On December 28, 2017, Hughes and Roberts again allegedly threatened Plaintiff's life in retaliation of him reporting the sexual assault. This time, Roberts and Hughes allegedly walked Plaintiff into a staff office near a pod of "top tier offenders," accosted Plaintiff with threats and slurs, then stepped out into the pod where the inmates were congregated and stated: "this bitch in the office, Saunders, is a snitch and is trying to fuck up Dr. Mullins family [sic] by saying [Dr. Mullins] stuck his finger in [Plaintiff's] asshole. Somebody need to [sic] fuck him up for me and I got them (payment)." Id. ¶¶ 86-90.

Plaintiff alleges that he reported this retaliation by Hughes and Roberts in several ways. First, Plaintiff states that on December 28, 2017, he called the PREA hotline to report the retaliation of Hughes and Roberts. Id. 94. On an unspecified date, Plaintiff said that he "attempted to file an Emergency Grievance, but floor officers stated they couldn't accept or sign the grievance for processing because defendant Hughes ordered them not to take no more grievances from Plaintiff." Id. ¶ 97 (citing Dkt. 1-35). On January 3, 2017, Plaintiff alleges that he apprised his mother, Delma Jamison, of these threats over a phone call, and that she in turn called "Regional Administrator Paton" and "Major Anderson" of Wallens Ridge to report the complaints, but that her entreaties for help were rejected by the officials. Id.

Exhibit 35 of Plaintiff's complaint appears to be the emergency grievance allegedly rejected improperly by prison staff. It is dated December 27, 2019. Dkt. 1-35.

On January 4, 2018, Plaintiff alleges that he "filed a compliant [sic] and request for help" to the special investigation unit at Wallens Ridge, the American Correctional Association, and several senior officials at Wallens Ridge. Id. ¶ 103; Dkt. 1-32. The document appears to be a letter sent to various parties—including Rep. Bobby Scott (Va-03) and Department of Justice attorneys—as well as Warden Manis.
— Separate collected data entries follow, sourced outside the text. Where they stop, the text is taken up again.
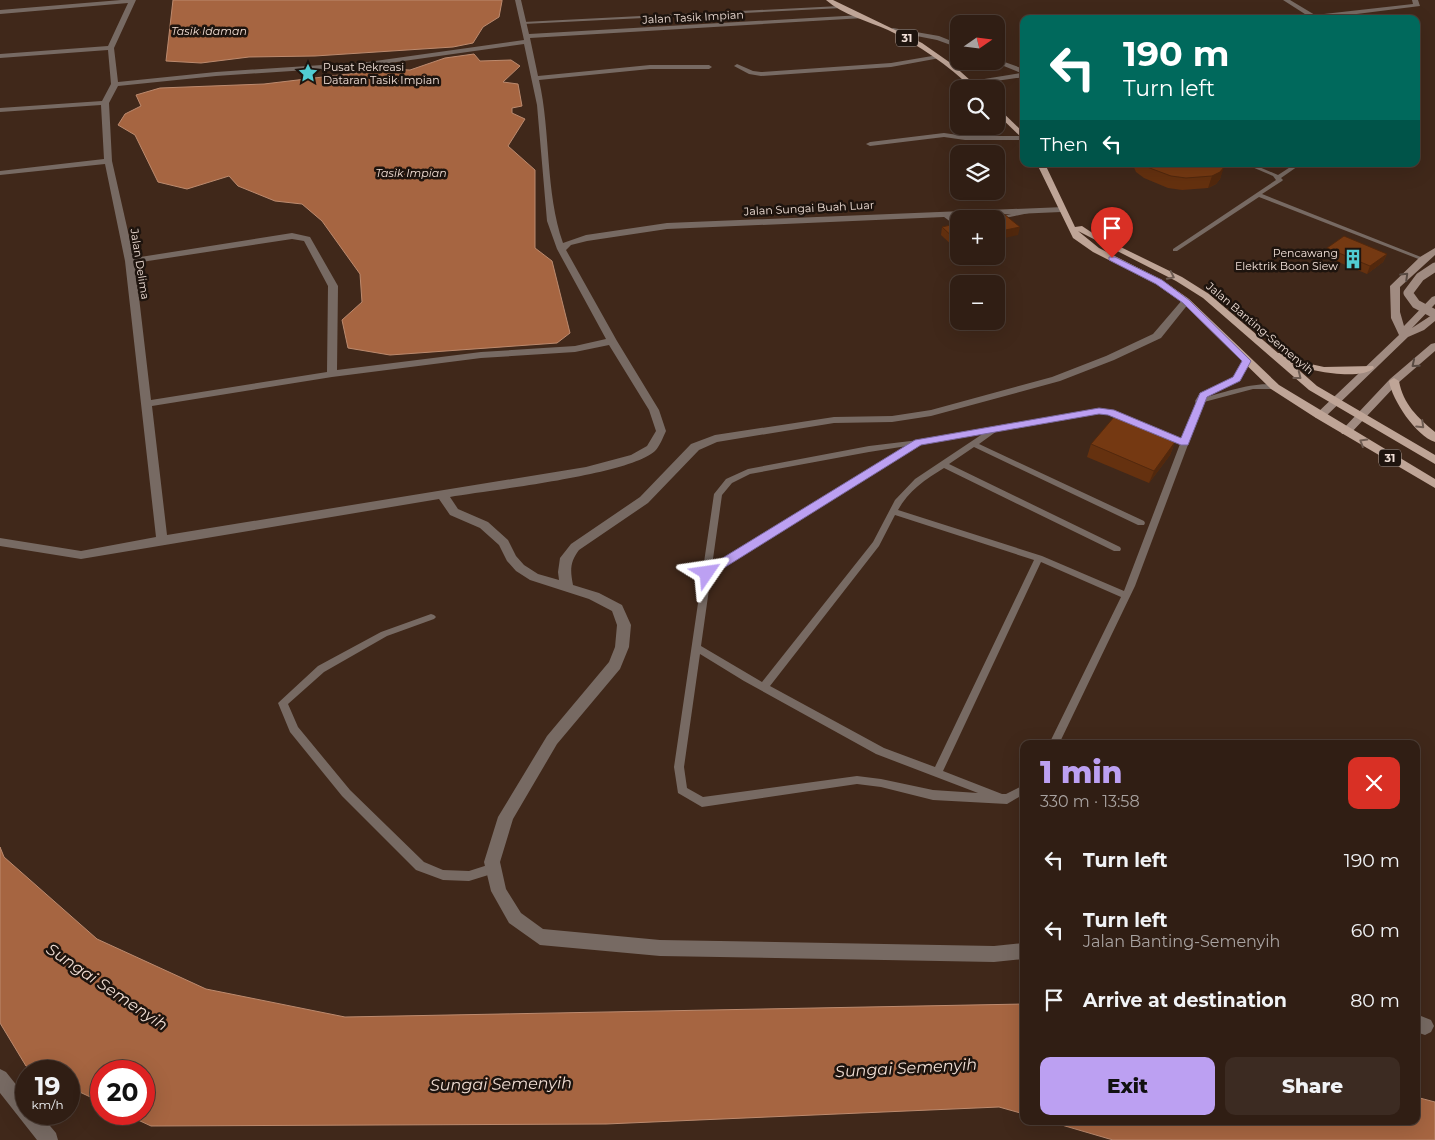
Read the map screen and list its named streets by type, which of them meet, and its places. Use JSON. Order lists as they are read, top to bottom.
{
  "streets": {
    "main road": ["31", "Jalan Banting-Semenyih"],
    "street": ["Jalan Tasik Impian", "Jalan Sungai Buah Luar", "Jalan Delima"]
  },
  "crossings": [
    ["Jalan Tasik Impian", "31"],
    ["Jalan Sungai Buah Luar", "Jalan Banting-Semenyih"]
  ],
  "water": ["Tasik Idaman", "Tasik Impian", "Sungai Semenyih"],
  "places": {
    "place": ["Pusat Rekreasi Dataran Tasik Impian"],
    "building": ["Pencawang Elektrik Boon Siew"]
  },
  "north": "right",
  "page": {
    "map_buttons": ["+", "−"],
    "turn": ["190 m", "Turn left"],
    "then": "Then",
    "heading": ["1 min", "330 m · 13:58"],
    "list": [
      {
        "name": "Turn left",
        "value": "190 m"
      },
      {
        "name": "Turn left",
        "note": "Jalan Banting-Semenyih",
        "value": "60 m"
      },
      {
        "name": "Arrive at destination",
        "value": "80 m"
      }
    ],
    "buttons": ["Exit", "Share"],
    "speed": "19 km/h",
    "limit": "20"
  }
}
Dkt. 1-32. The letter states that it "is a memorandum in an attempt to report and exhaust the Administrative Remedies within the Department of Corrections and its associates to seek appropriate relief ... ." Id. at 2. The letter then provides a detailed account of the above-relayed facts. Id. Plaintiff alleges that he could find no further administrative remedy he could realistically exhaust before he would be "seriously injured or killed." Dkt. 1 ¶ 109.

Under a section of the complaint titled "Exhaustion of Legal Remedies," Plaintiff provides that he "filed Grievances" on Hughes, Roberts, and others on November 28, 2017, for "retaliation and threats." Id. ¶ 123 (citing Dkt. 1-34, 1-35). The exhibits referenced in this allegation are emergency grievances filed by Plaintiff. Dkt. 1-34, 1-35. One recevied a response on December 10, 2017, and on the other, as discussed above, Plaintiff wrote "staff refused to accept by staff per L.T. Hughes and Sgt. Roberts orders." Id.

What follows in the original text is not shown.